Generalized linear mixed-effects models

Binomial GLMM

The model

$Y_{ij} \sim Bernoulli(p_{ij})$, $i=1, 2, \ldots, n$ clusters, $j=1, 2, \ldots, m$ observetions within clusters, $logit(p_{ij}) = \beta_{0} + \beta_{1} X_{ij} + \alpha_{i}$, $\alpha_{i} \sim Normal(0, \sigma^2)$.

The problem

In these Neyman-Scott type problems, there are two types of asymptotics:

  • increase the number of clusters or
  • increase the number of observations in a cluster (keeping the number of clusters constant).

Of course, one can have both clusters and cluster size going to infinity but that is quite simple, unrealistic.

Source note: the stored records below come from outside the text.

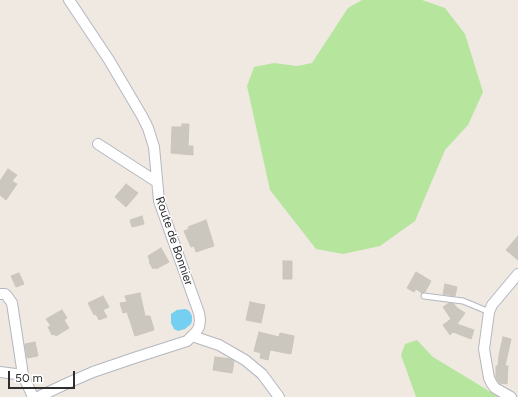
<!DOCTYPE html>
<style>
body{margin:0}
#map{position:relative;width:518px;height:397px;overflow:hidden;background:#efe9e1;font-family:Figtree,sans-serif}
canvas{display:block}
.scale{position:absolute;left:8px;top:371px;width:67px;height:18px;box-sizing:border-box;border:2px solid #2e2e2e;border-top:0;padding-left:5px;font-size:12px;line-height:14px;white-space:nowrap;color:#2e2e2e;-webkit-text-stroke:3px #fff;paint-order:stroke}
</style>
<div id="map">
<canvas width="518" height="397"></canvas>
<div class="scale">50 m</div>
</div>
<script>
const context = document.querySelector('canvas').getContext('2d');
context.lineJoin = 'round';
function fill(path, color) { context.fillStyle = color; context.fill(path, 'evenodd'); }
const shape = rows => new Path2D(rows.map(r => 'M' + r).join(''));
function stroke(path, color, width, dash) { context.strokeStyle = color; context.lineWidth = width; context.lineCap = dash ? 'butt' : 'round'; context.setLineDash(dash || []); context.stroke(path); }
function label(font, color, halo, rows, align = 'center') {
  context.font = font + ' Figtree,sans-serif'; context.lineWidth = 3; context.setLineDash([]); context.textBaseline = 'middle'; context.strokeStyle = halo; context.fillStyle = color; for (const [text, x, y, turn = 0] of rows) {
    context.save(); context.translate(x, y); context.rotate((+turn || 0) * Math.PI / 180); context.textAlign = isNaN(turn) ? turn : align; if (halo) context.strokeText(text, 0, 0); context.fillText(text, 0, 0); context.restore();
  }
}
const green = shape([
 [362,0,422,0,445,8,465,34,483,92,468,125,445,150,415,221,380,246,343,254,316,249,270,190,247,86,254,67,274,63,297,66,312,63,348,8],
 [417,340,433,357,499,397,416,397,401,355,405,344]
]);
const water = shape([
 [185,309,188,310,190,312,192,316,192,321,191,324,185,329,178,331,174,329,171,323,171,314,177,310]
]);
const building = shape([
 [182,124,189,124,188,146,193,146,193,155,171,153,172,127,182,127,182,124],
 [8,169,17,175,12,181,17,184,6,200,0,195,0,181,8,169],
 [126,184,138,193,126,207,115,197,126,184],
 [142,216,144,224,132,227,130,220,142,216],
 [206,220,214,246,196,252,194,246,191,247,184,231,189,229,188,227,206,220],
 [518,236,518,260,506,250,518,236],
 [161,248,169,262,156,269,155,267,153,269,149,262,150,261,148,256,161,248],
 [283,261,292,261,292,279,283,279,283,261],
 [416,272,431,281,425,292,422,293,416,289,414,292,407,288,416,272],
 [19,273,24,284,16,287,11,276,19,273],
 [445,284,457,287,455,296,443,294,445,284],
 [140,293,145,316,150,316,154,330,135,336,127,312,123,313,120,303,127,302,125,296,140,293],
 [103,296,109,307,103,310,107,317,99,320,96,314,94,315,88,303,103,296],
 [250,302,265,305,261,323,246,320,250,302],
 [449,303,454,304,457,308,465,313,457,324,474,330,471,339,453,332,450,335,443,325,451,319,443,307,449,303],
 [62,310,67,318,64,320,69,328,56,336,54,334,52,335,48,327,51,326,46,319,62,310],
 [259,332,279,337,280,333,294,336,291,354,270,350,268,360,260,358,261,353,254,351,259,332],
 [503,337,511,339,505,366,508,366,507,384,499,383,496,377,496,366,498,366,499,355,503,337],
 [35,342,38,356,27,358,25,344,35,342],
 [215,357,231,359,234,361,232,373,213,370,215,357]
]);
const service = shape([
 [424,296,463,301,480,308,489,312]
]);
const minor = shape([
 [98,144,157,182],
 [0,294,5,294,7,296,12,303,23,375,33,397],
 [192,336,219,345,245,360,262,374,279,397],
 [0,372,23,375],
 [38,397,70,382,93,372,134,358,187,341,196,332,199,327,200,320,199,313,159,201,154,147,148,128,142,116,109,60,69,0],
 [511,397,495,388,492,384,489,378,484,349,489,312,492,305,518,274]
]);
const streetNames = [
 ["Route de Bonnier",174,241,71]
];
fill(green, '#b6e59e');
fill(water, '#75cff0');
fill(building, '#cbc7bf');
stroke(building, '#cbc5ba', 1);
stroke(service, '#b4b7c1', 7);
stroke(minor, '#b4b7c1', 12);
stroke(service, '#fff', 5);
stroke(minor, '#fff', 10);
label('12px', '#2e2e2e', '#fff', streetNames);
</script>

  • The first asymptotics leads to MLE for $\sigma^2$ that is consistent.
  • The second type of asymptotics does not lead to consistent MLE of $\sigma^2$. That was precisely the point in Kiefer and Wolfowitz (PDF from Project Euclid).

The second type of asymptotics where observations within a cluster increases but not the number of clusters, there are only fixed effects corresponding to $\alpha_{i}$. In this asymptotics, the information about $\sigma^2$ is not increasing and hence one cannot obtain consistent estimator.

Data generation

set.seed(150467)
n <- 100
m <- 2
beta <- c(1.5, -1)
sigma_sq <- 1
x <- runif(n * m, min = 0, max = 1)
g <- rep(1:n, each = 2)
alpha <- rnorm(n, mean = 0, sd = sqrt(sigma_sq))[g]
mu <- alpha + beta[1] + beta[2] * x
p <- exp(mu) / (1 + exp(mu))
Y <- rbinom(n * m, 1, p)
dim(Y) <- c(n, m)
summary(Y)

Cloning clusters

Cloning goes with n.

library(dclone)
model <- custommodel("model {
    for (i in 1:n) {
        for (j in 1:m) {
            Y[i,j] ~ dbern(p[i,j])
            logit(p[i,j]) <- alpha[i] + beta[1] + beta[2] * X[i,j]
        }
        alpha[i] ~ dnorm(0, 1 / sigma_sq)
    }
    beta[1] ~ dnorm(0, 0.01)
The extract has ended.